[Behçet disease with primary involvement of the cerebral vessels]

Abstract

History and clinical findings: Two months after the onset of mainly frontal headaches a 25-year-old man of Turkish descent additionally developed double vision. Fundoscopy revealed bilateral choked discs and right trochlear paralysis. Computed tomography and digital subtraction angiography demonstrated thrombosis of the superior sagittal sinus. On admission to hospital the patient was fully conscious but had marked meningism, bilaterally positive Lasègue's sign (painful straight leg raising) at a 50 degree angle, and multiple oral aphthous ulcers. The sinus thrombosis suggested a chronic inflammatory process, while the oral ulcers pointed to Behçet's syndrome.

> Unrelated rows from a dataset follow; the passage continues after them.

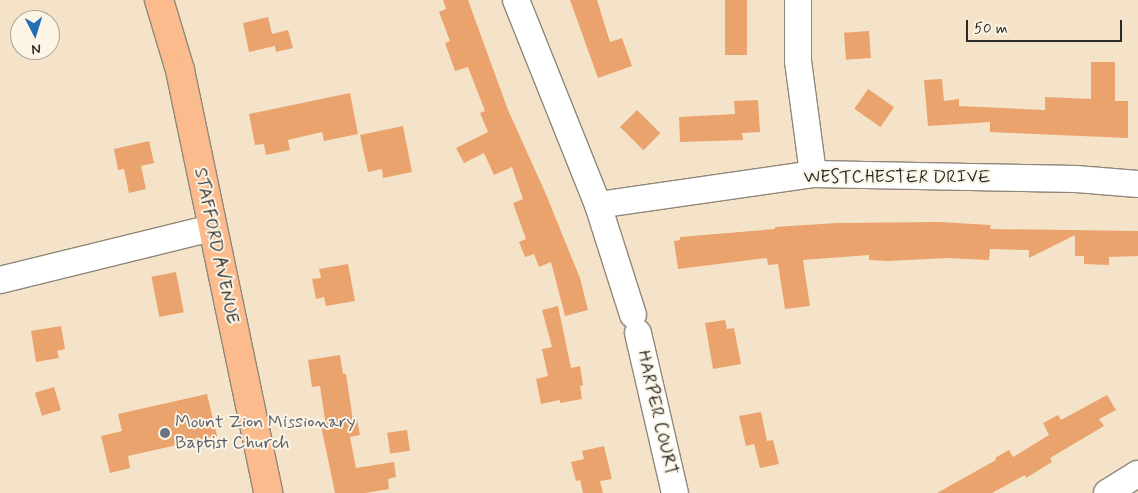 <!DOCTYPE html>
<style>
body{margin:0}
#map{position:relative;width:1138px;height:493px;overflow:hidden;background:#f5e3c9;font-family:Mynerve,sans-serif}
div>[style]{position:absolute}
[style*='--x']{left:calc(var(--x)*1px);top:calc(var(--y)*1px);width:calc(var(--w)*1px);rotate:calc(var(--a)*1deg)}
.building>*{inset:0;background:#eaa36d;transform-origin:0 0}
.roads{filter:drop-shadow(1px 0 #90877a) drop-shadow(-1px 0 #90877a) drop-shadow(0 1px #90877a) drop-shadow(0 -1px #90877a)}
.minor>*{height:26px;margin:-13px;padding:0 13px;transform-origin:13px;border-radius:13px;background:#fff}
.major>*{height:28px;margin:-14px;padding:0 14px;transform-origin:14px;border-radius:14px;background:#fbbb8d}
.dots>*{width:14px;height:14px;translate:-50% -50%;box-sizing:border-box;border:2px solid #fcf5e5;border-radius:50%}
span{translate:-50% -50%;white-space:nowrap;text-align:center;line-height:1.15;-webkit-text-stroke:4px #fcf5e5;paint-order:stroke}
.street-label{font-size:18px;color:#2b2b2b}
.worship-label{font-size:18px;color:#5b616d}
.left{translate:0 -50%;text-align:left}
.north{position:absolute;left:10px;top:10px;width:50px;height:50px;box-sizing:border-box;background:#fcf5e5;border:1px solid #a8a49b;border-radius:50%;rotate:175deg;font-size:14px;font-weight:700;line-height:20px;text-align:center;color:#2b2b2b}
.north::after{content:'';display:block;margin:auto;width:18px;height:22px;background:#1f6fb2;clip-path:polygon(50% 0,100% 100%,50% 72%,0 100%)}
.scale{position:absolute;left:966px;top:20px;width:156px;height:22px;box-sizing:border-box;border:2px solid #2b2b2b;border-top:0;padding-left:6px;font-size:15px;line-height:18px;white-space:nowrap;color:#2b2b2b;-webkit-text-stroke:4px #fcf5e5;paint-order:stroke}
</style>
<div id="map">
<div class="building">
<div style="clip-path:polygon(443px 0,468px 0,508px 110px,545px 192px,580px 278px,588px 310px,565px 316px,551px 262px,539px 267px,534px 254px,525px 257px,519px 242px,526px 239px,513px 203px,523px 199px,512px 167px,494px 175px,484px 153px,464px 163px,456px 148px,488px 132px,480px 113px,485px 111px,468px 67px,455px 71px,445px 43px,450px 41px,439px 12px,446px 9px)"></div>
<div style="clip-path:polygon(570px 0,597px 0,610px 42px,622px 38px,632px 66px,598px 78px)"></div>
<div style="left:725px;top:0;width:22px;height:55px"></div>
<div style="clip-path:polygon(268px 17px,272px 34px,288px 30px,293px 48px,276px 52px,275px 46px,249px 52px,243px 23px)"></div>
<div style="left:869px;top:31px;width:27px;height:25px;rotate:86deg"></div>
<div style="clip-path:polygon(1091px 62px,1115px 62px,1115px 101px,1128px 101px,1128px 138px,990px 132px,990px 122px,928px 126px,924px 80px,942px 79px,944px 101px,959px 99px,959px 106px,1045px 110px,1045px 97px,1091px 99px)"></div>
<div style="left:868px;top:89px;width:32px;height:24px;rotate:35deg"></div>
<div style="clip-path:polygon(350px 93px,358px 134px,324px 141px,322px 132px,288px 140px,290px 150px,266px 155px,264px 144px,255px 145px,249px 114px)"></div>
<div style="clip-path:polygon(758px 100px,760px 132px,742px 133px,743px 140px,680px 142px,679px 117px,735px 114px,734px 101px)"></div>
<div style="left:637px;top:110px;width:33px;height:24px;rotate:45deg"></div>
<div style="clip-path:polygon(403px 126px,412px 172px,383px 178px,382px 169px,368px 172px,360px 135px)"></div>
<div style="clip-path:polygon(149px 141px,154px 163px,141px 166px,146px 189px,129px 193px,124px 169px,118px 170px,114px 149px)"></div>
<div style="clip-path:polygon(939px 222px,991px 225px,990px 229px,1138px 231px,1138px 256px,1109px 257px,1109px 265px,1084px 264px,1084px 256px,1075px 256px,1075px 235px,1029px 258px,1029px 250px,990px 249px,989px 260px,947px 258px,888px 261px,869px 260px,869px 255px,803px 260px,810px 306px,785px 309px,778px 264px,768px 265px,767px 258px,678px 269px,674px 241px,680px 240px,680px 237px,775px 229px,775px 227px,837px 223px)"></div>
<div style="clip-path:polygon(348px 264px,355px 301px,326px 306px,324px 297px,316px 299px,312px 279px,321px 278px,319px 269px)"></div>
<div style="left:176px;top:272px;width:41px;height:25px;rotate:79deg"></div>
<div style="clip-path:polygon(558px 306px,571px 368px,580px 366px,583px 385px,580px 386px,582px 399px,560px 403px,560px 400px,541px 404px,536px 379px,548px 376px,542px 349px,552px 347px,542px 310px)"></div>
<div style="clip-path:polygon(725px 320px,727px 329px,734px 328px,741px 364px,713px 369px,705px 323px)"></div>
<div style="clip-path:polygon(61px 326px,65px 349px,57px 351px,59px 358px,36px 362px,31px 331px)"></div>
<div style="clip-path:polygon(340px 355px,343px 374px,346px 374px,353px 420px,357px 419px,360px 435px,350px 437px,356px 468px,394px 462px,396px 477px,388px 479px,389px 489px,365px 493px,335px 493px,320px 421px,325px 420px,320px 386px,312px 387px,308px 360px)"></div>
<div style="left:54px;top:387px;width:24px;height:20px;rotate:73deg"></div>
<div style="clip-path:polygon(207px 394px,217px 436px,128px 456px,130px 468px,110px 473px,101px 436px,122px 431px,118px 414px)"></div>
<div style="clip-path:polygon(1107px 395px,1116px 410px,1099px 419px,1104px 426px,1050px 458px,1052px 462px,1026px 478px,1025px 475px,992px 493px,937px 493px,996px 460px,995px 458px,1009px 450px,1013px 457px,1049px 435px,1043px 423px,1058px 415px,1061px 420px)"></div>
<div style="clip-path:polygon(761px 412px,767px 441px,773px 440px,779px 464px,760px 468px,754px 444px,746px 446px,739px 416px)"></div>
<div style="left:407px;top:430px;width:21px;height:20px;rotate:82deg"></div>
<div style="clip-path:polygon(604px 446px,612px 479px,600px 481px,603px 493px,583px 493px,580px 480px,576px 481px,571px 462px,584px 459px,582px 451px)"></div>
</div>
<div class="roads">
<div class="minor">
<div style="--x:516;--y:0;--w:221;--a:68.2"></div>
<div style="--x:598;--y:205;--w:115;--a:72.3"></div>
<div style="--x:798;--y:0;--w:61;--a:90"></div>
<div style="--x:798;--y:61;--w:114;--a:82.4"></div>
<div style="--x:598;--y:205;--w:217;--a:-8.2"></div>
<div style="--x:813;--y:174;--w:263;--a:1.1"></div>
<div style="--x:1076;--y:179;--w:62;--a:4.6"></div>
<div style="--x:0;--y:280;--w:218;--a:-13.8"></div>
<div style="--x:638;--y:333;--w:164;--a:77"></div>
<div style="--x:1107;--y:493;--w:36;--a:-32"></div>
</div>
<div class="major">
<div style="--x:159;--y:0;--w:73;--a:73.3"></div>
<div style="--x:180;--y:70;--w:432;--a:78.2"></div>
</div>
</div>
<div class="dots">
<div style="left:165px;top:433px;background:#6b7280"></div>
</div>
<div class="street-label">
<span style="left:897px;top:177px">WESTCHESTER DRIVE</span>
<span style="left:216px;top:246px;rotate:78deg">STAFFORD AVENUE</span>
<span style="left:657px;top:413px;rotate:77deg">HARPER COURT</span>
</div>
<div class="worship-label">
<span class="left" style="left:175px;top:433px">Mount Zion Missionary<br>Baptist Church</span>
</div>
<div class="north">N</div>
<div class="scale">50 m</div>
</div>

Investigations: Inflammatory parameters (erythrocyte sedimentation rate, C-reactive protein and white blood cell count) were increased and the HLA-B27 test was positive. Other laboratory tests, cerebrospinal fluid, chest radiogram and ECG were unremarkable.

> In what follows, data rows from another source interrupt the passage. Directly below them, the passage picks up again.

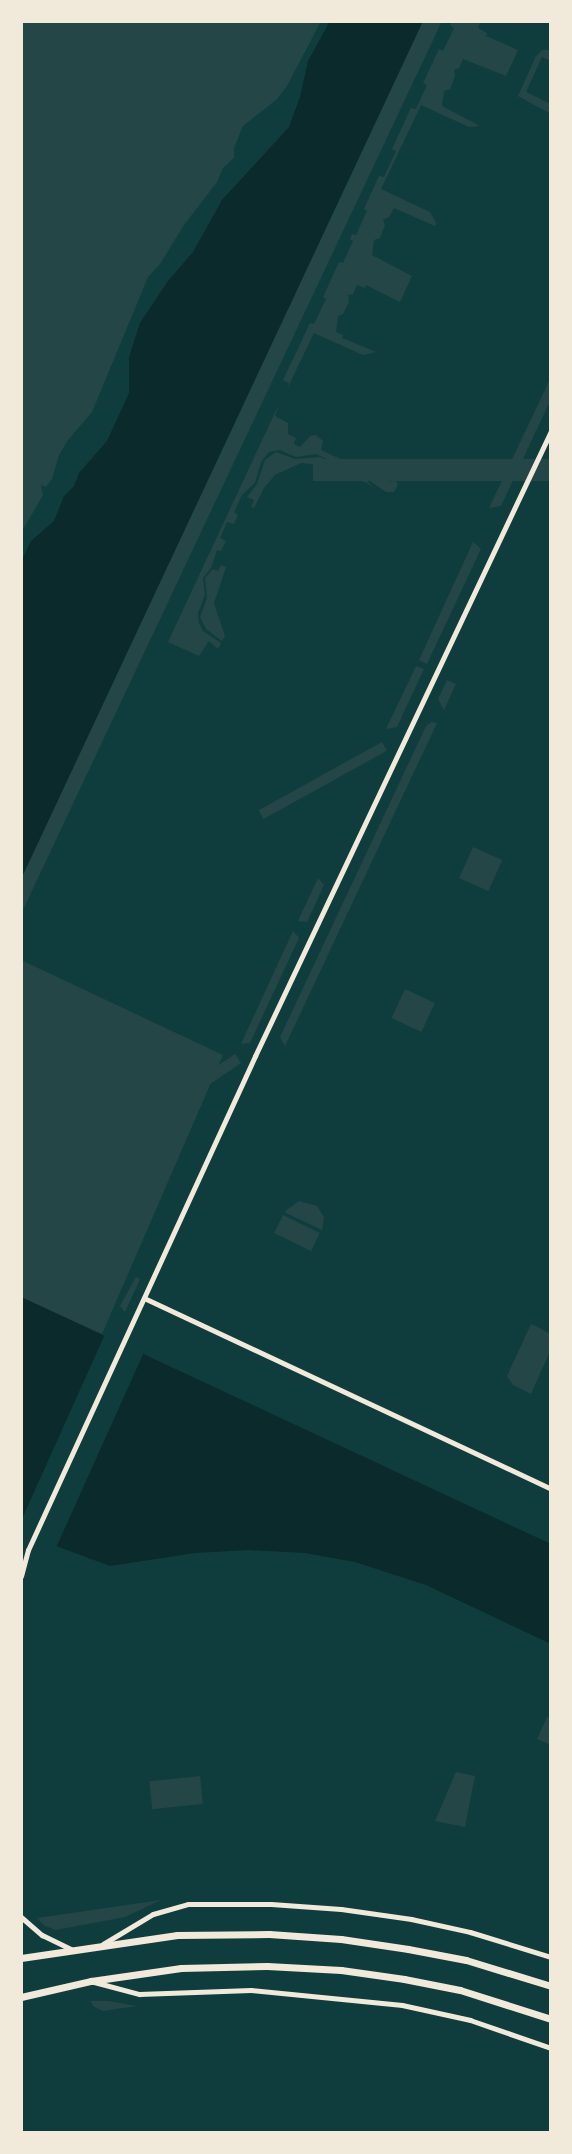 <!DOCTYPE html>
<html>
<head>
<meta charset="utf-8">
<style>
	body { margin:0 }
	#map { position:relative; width:572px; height:2154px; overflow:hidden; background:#0f3d3e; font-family:"Fira Sans Condensed",sans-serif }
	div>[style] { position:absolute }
	.green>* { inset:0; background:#244646; transform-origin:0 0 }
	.water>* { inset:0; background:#0a2a2b }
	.pier>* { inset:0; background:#0f3d3e }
	.minor>* { height:5px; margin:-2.5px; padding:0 2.5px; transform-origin:2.5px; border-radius:2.5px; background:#f1e9da }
	.tertiary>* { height:7px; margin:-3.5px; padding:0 3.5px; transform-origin:3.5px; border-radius:3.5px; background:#f1e9da }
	span { translate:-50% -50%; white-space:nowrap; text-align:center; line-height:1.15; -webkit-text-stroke:5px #f1e9da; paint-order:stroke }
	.frame { position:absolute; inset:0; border:23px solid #f1e9da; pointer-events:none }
</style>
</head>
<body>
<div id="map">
	<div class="green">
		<div style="clip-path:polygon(21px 21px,321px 21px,287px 86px,277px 99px,243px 126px,234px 148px,234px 158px,223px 168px,217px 182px,184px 225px,160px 264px,148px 277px,92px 412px,68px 440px,59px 455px,52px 479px,46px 487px,41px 485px,43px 495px,21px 533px)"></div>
		<div style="clip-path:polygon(423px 21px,442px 21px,21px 914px,21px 879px)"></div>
		<div style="clip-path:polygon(452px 21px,481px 21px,478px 28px,487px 33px,486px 36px,518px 50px,506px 76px,463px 59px,459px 68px,454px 70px,455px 76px,450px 89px,444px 91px,442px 106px,480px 126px,469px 127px,421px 105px,381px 189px,430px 212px,436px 223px,435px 226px,394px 208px,389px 217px,383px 220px,385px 225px,380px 238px,374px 240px,372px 255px,412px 276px,400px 302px,366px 285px,365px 288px,357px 285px,353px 294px,348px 295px,349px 302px,343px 314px,338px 316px,336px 332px,343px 335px,342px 338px,376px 352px,363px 355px,314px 333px,287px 389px,289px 383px,283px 380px,310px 323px,314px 324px,326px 299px,323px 297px,339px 262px,343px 263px,353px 241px,350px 239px,352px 234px,356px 235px,367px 211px,364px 209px,379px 176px,384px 177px,396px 151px,392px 149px,411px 108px,416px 109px,427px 85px,423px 83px,439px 49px,443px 51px,454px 28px,450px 25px)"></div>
		<div style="clip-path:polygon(542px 50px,551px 50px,551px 61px,542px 57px,526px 92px,551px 104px,551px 114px,518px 96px,536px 56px)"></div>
		<div style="clip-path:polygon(551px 377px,551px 399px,501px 506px,489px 508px)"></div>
		<div style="clip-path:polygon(279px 404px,275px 416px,288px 423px,288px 434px,296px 438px,294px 444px,300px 447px,310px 436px,316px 435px,323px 441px,321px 450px,390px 482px,394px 476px,398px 485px,394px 492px,386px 492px,360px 474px,316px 454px,296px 457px,280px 450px,269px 452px,261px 462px,255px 483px,242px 495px,234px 512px,238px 515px,234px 524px,227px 522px,220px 538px,226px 541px,221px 551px,217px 550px,211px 568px,203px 578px,205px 595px,198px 613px,199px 623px,203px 631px,221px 643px,218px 649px,209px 641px,199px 656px,168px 642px)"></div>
		<div style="clip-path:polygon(276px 452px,295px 459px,320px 457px,359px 475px,373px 486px,331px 466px,301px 463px,275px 475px,264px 488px,254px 508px,251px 507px,254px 500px,247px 497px,257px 484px,265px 460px)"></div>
		<div style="left:551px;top:459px;width:22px;height:238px;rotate:90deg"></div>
		<div style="clip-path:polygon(473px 542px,481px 549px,427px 664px,419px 660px)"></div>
		<div style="clip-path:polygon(221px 565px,226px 567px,214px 603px,225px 636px,222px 641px,206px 629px,200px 617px,207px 598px,205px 578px,213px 569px,218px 571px)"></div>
		<div style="clip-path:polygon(416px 666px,424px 669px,397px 727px,386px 729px)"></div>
		<div style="clip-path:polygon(447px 680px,456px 684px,444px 710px,438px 699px)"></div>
		<div style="clip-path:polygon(432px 722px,437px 723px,285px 1046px,280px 1037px,426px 726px)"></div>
		<div style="left:382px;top:742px;width:10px;height:141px;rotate:61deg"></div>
		<div style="left:473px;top:847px;width:32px;height:34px;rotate:24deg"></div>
		<div style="clip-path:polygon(318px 878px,324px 885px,307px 922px,298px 921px)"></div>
		<div style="clip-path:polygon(293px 931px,299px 938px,250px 1043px,241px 1044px)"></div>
		<div style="clip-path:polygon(21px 960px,223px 1055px,102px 1334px,21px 1297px)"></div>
		<div style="left:405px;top:989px;width:33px;height:32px;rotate:25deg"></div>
		<div style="left:235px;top:1054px;width:11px;height:224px;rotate:56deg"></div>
		<div style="clip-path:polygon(299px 1201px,317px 1206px,324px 1217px,322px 1230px,284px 1212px)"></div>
		<div style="left:283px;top:1215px;width:41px;height:20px;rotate:26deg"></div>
		<div style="clip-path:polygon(136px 1277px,140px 1279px,125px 1312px,120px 1306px)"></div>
		<div style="clip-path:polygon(531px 1324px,551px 1334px,551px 1349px,531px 1394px,513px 1385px,507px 1376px)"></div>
		<div style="clip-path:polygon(547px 1717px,551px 1719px,551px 1745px,537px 1739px)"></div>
		<div style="clip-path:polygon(456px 1772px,475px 1776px,465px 1827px,435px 1821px)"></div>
		<div style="left:200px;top:1776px;width:28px;height:51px;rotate:84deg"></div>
		<div style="clip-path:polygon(161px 1900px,125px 1917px,56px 1930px,45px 1926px,37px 1918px)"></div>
		<div style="clip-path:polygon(91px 2001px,108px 2001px,137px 2006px,103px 2011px,93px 2006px)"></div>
	</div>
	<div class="water">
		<div style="clip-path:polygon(330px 21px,423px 21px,21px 879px,21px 561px,31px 541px,54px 521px,64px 496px,74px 486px,79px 473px,107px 441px,129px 393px,129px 357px,140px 323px,168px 281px,193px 252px,222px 200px,289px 127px,300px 97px,308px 61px)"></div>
		<div style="clip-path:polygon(21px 1297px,551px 1544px,551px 1644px,426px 1585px,355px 1562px,305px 1553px,249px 1550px,195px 1553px,110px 1566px,21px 1533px)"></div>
	</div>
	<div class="pier">
		<div style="clip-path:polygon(106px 1332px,145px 1350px,55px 1550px,21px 1536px,21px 1521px)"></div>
	</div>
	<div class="minor">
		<div style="left:144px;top:1298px;width:450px;rotate:25.1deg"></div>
		<div style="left:21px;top:1576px;width:27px;rotate:-75deg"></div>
		<div style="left:28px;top:1550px;width:544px;rotate:-65.32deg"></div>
		<div style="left:255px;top:1056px;width:692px;rotate:-64.66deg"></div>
		<div style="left:21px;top:1917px;width:28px;rotate:41deg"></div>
		<div style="left:42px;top:1935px;width:32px;rotate:26deg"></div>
		<div style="left:103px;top:1944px;width:58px;rotate:-31deg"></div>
		<div style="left:153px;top:1914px;width:36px;rotate:-16deg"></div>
		<div style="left:188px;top:1904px;width:83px"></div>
		<div style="left:271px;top:1904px;width:70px;rotate:4.1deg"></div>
		<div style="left:341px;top:1909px;width:71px;rotate:8.1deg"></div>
		<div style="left:411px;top:1919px;width:60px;rotate:12.4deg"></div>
		<div style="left:470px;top:1932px;width:85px;rotate:17.2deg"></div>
		<div style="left:94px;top:1982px;width:47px;rotate:14.9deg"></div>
		<div style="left:139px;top:1994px;width:112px;rotate:-2deg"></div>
		<div style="left:251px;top:1990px;width:152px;rotate:5.7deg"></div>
		<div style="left:402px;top:2005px;width:70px;rotate:12.4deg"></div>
		<div style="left:470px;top:2020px;width:86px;rotate:19.1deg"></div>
	</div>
	<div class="tertiary">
		<div style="left:21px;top:1958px;width:158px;rotate:-8.4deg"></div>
		<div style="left:177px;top:1935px;width:92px;rotate:-0.6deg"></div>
		<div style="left:269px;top:1934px;width:72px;rotate:4deg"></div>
		<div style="left:341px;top:1939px;width:68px;rotate:8.5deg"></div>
		<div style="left:408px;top:1949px;width:59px;rotate:10.7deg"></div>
		<div style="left:466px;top:1960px;width:89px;rotate:17deg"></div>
		<div style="left:21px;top:1997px;width:72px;rotate:-12.9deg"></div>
		<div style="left:91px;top:1981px;width:91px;rotate:-8.2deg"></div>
		<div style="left:181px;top:1968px;width:86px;rotate:-1.3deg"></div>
		<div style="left:267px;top:1966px;width:74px;rotate:3.1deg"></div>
		<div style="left:341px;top:1970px;width:64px;rotate:8.1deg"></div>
		<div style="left:404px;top:1979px;width:57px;rotate:11.1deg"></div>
		<div style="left:460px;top:1990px;width:96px;rotate:17.7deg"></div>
	</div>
	<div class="frame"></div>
</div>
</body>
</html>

Treatment and course: Despite intravenous administration of heparin nad cefuroxim for one week the sagittal sinus thrombosis spread to the straight sinus. In the third week scrotal ulcerations were noted and taken to confirm Behçet's syndrome. Immunosuppressive treatment with methylprednisolone (initially 80 mg daily) and 2 weeks later together with chlorambucil (0.1 mg/kg daily) was started. Four weeks later the patient was free of symptoms and discharged.

Conclusion: Neurological signs are not adequately stressed by the International Study Group for Behçet's Disease among its listed diagnostic criteria.